Deglobalization
Deglobalization is an important long-term trend. Indeed, two-thirds of CEOs and investors agree that 2024 will see a continuing push toward deglobalization.
However, responses are split over whether the most significant impacts of deglobalization have already begun (69% of CEOs) or will happen in the future (57% of investors), suggesting that deglobalization may yet be more of a “process” than an “event.” CEO responses may also reflect that businesses have already implemented significant changes in response to deglobalization (see Figure 8), while investors are still waiting to see how those bets pay off with regard to margins and profitability.
69% of CEOs believe the most significant impacts of deglobalization are already underway
Question: Which of the following is closest to your own view about the potential for deglobalization?
57% of investors believe the most significant impacts of deglobalization are yet to come
Investors are focused on several aspects of deglobalization. CEOs appear to see deglobalization risks mostly on the supply side (effects on production changes and global exchange of goods) but less on the demand side (market access, cultural factors, monetary policy).
With almost 60% of CEOs acknowledging concerns over geopolitical tensions in terms of deglobalization, it raises questions about whether CEOs see geopolitical tensions as a driver of deglobalization, an impact of deglobalization, or both.
Question: Which of the following aspects of deglobalization are you most concerned about? (select all that apply)
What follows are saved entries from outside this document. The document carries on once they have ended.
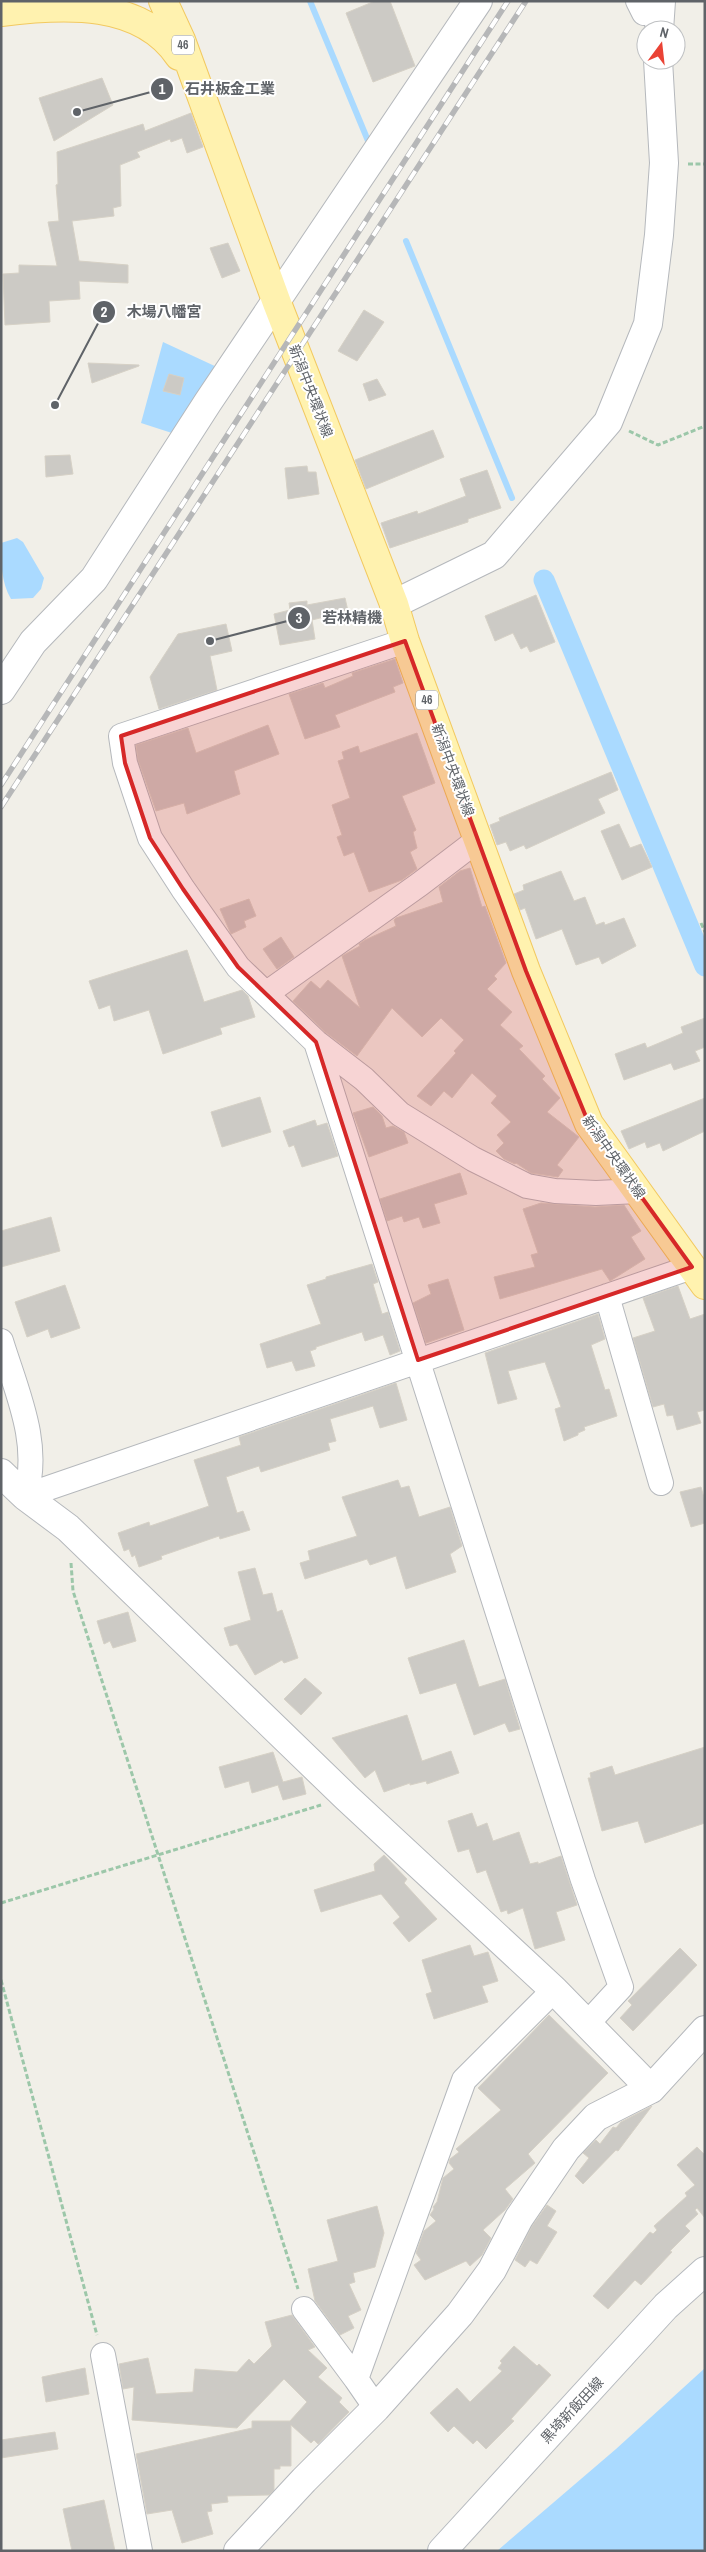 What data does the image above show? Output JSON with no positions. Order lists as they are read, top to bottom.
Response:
{
  "streets": {
    "main road": ["46", "新潟中央環状線"],
    "street": ["黒埼新飯田線"]
  },
  "places": ["石井板金工業", "木場八幡宮", "若林精機"],
  "north": "top"
}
One in five CEOs report that they are not making any adjustments to their business in 2024 to account for deglobalization, indicating that necessary preparations may have already been made and that companies have adapted to the new reality.
For the majority of companies that are still retooling, the focus is on the supply side. Almost 50% of CEOs are looking to make their supply chains more resilient; however, only 24% are planning to re-locate physical operations in 2024. One lesson may be that companies are pursuing supply chain rationalization, without wholesale abandoning China and other markets. Companies may also find that alternative providers for manufacturing and sourcing present risks of their own. Finally, while the geopolitical tensions noted in Figure 7 may be pushing some companies out of China and other markets, ambitious policies such as the Inflation Reduction Act and the CHIPS Act in the U.S. are promoting both onshoring and “friendshoring.”
Question: How, if at all, is your business adjusting / should leading corporations adjust to the potential for deglobalization?
With the end of China’s “zero-COVID” policy in January 2023, the strategic importance of China rebounded for both CEOs and investors over the past 12 months. What’s more, 34% of CEOs (up from just 18% last year) and 63% of investors (up from 55% last year) report that China is important to their strategy over the next 10 years. To put it another way, headlines about companies decoupling from China may be overstated.
The U-shaped curve in responses is an indicator that most CEOs and investors have a positive view of opportunities in China today – and remain committed to the China market for the long-term. However, the dip at the five-year mark indicates that a fair measure of uncertainty remains about the challenges ahead, especially if the Chinese economy hits a speed bump and geopolitical tensions remain high.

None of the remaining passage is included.